Exercise | Could you write out the line containing "Find all text and symbols in the" and all the lines below it in the data, exactly, through the final one and nothing else?

Provided information |
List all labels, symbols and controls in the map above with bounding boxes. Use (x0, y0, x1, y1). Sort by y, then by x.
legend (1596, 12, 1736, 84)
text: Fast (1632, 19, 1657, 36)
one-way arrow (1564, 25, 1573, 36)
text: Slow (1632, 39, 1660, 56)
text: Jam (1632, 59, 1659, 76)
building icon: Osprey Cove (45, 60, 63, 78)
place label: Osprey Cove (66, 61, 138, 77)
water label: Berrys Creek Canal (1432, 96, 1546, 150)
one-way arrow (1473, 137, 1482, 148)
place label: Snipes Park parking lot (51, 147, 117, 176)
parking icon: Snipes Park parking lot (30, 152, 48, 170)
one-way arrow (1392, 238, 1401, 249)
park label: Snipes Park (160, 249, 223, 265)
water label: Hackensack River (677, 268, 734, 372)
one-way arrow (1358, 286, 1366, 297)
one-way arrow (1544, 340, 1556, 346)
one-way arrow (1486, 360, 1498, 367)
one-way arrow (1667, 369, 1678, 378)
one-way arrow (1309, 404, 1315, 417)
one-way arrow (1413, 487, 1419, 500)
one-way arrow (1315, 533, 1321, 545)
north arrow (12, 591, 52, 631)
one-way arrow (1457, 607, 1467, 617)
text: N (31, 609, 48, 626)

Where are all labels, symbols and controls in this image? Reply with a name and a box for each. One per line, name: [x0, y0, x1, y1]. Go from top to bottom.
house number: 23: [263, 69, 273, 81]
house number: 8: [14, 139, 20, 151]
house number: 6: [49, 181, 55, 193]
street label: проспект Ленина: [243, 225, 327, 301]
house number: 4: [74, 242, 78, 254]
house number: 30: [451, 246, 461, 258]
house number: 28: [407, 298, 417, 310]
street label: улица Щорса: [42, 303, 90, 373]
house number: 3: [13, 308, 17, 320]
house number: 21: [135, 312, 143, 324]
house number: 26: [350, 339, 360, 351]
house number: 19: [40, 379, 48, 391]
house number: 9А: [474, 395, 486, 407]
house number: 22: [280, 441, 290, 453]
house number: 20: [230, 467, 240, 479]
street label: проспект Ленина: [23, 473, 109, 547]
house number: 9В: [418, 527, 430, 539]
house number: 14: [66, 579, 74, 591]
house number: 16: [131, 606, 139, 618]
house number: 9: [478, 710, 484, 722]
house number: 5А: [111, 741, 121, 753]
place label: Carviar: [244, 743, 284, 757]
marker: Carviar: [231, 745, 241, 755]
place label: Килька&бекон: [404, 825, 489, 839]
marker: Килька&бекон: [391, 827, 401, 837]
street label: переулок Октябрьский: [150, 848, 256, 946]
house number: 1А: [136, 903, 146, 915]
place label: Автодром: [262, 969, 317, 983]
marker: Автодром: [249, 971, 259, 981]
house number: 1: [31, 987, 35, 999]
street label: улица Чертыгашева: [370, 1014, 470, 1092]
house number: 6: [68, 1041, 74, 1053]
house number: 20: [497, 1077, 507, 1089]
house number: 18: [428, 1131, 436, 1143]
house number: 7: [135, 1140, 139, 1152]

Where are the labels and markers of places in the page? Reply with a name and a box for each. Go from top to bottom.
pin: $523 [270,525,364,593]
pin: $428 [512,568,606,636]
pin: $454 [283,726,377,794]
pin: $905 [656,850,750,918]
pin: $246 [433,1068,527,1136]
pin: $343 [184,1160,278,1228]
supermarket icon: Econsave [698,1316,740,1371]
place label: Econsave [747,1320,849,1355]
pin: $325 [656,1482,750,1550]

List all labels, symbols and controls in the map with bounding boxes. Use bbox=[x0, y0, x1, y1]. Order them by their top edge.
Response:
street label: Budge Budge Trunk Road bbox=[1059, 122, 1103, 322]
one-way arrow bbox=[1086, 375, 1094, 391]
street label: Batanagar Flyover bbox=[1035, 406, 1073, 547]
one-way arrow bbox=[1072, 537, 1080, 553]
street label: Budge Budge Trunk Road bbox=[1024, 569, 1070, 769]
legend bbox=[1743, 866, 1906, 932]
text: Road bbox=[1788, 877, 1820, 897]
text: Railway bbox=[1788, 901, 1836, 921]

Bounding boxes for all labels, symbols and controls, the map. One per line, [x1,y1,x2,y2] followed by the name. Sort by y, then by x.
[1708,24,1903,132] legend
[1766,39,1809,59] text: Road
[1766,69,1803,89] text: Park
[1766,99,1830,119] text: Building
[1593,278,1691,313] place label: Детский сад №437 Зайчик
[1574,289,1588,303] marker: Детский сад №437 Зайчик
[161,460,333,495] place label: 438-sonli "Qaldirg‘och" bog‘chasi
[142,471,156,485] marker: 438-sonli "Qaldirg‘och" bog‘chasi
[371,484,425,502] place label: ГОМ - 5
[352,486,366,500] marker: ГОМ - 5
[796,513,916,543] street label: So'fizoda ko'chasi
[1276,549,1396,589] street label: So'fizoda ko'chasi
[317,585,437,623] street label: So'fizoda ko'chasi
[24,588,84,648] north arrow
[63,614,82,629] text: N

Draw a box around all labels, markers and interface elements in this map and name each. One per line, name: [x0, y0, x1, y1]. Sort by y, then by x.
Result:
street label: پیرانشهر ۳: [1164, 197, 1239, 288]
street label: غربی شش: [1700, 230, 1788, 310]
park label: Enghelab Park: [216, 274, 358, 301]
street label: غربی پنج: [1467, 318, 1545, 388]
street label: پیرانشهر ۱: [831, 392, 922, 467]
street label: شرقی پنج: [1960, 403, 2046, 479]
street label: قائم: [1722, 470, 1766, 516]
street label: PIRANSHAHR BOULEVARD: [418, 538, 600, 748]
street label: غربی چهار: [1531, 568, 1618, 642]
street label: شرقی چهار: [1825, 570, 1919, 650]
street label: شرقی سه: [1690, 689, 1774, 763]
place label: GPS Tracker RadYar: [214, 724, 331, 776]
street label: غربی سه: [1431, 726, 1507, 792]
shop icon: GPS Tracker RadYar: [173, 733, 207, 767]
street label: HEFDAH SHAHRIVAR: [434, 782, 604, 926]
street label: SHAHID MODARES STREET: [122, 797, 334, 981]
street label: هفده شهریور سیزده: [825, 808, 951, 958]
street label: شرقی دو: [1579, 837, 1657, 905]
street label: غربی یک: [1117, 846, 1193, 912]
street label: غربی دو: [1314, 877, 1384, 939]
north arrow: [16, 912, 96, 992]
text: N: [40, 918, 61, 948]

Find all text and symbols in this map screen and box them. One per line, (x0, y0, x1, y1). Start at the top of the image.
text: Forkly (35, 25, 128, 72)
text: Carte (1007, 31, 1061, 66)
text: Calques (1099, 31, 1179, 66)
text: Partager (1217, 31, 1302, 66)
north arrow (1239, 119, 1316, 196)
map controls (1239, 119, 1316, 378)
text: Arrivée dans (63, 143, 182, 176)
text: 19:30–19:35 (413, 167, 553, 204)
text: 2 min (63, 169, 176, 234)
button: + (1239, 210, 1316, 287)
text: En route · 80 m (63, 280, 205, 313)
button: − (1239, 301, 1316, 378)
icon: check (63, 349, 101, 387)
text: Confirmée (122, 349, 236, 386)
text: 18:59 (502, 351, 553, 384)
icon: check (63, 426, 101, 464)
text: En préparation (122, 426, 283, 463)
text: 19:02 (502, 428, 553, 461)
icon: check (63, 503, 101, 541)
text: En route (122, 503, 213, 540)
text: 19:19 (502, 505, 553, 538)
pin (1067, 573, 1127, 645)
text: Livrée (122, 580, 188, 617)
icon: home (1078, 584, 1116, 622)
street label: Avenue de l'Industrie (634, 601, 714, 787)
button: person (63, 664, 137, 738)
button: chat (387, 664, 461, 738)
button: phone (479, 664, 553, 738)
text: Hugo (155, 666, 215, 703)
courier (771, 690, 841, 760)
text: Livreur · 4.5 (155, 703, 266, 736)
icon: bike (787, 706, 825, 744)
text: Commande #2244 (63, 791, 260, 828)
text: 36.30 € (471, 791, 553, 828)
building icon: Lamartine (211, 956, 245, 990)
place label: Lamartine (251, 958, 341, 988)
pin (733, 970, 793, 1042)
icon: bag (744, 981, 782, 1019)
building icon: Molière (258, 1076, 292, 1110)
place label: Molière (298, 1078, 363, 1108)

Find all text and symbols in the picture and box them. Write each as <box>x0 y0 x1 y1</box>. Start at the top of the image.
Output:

Written response |
Find all text and symbols in the picture and box them. Write each as <box>x0 y0 x1 y1</box>. Start at the top of the image.
Output:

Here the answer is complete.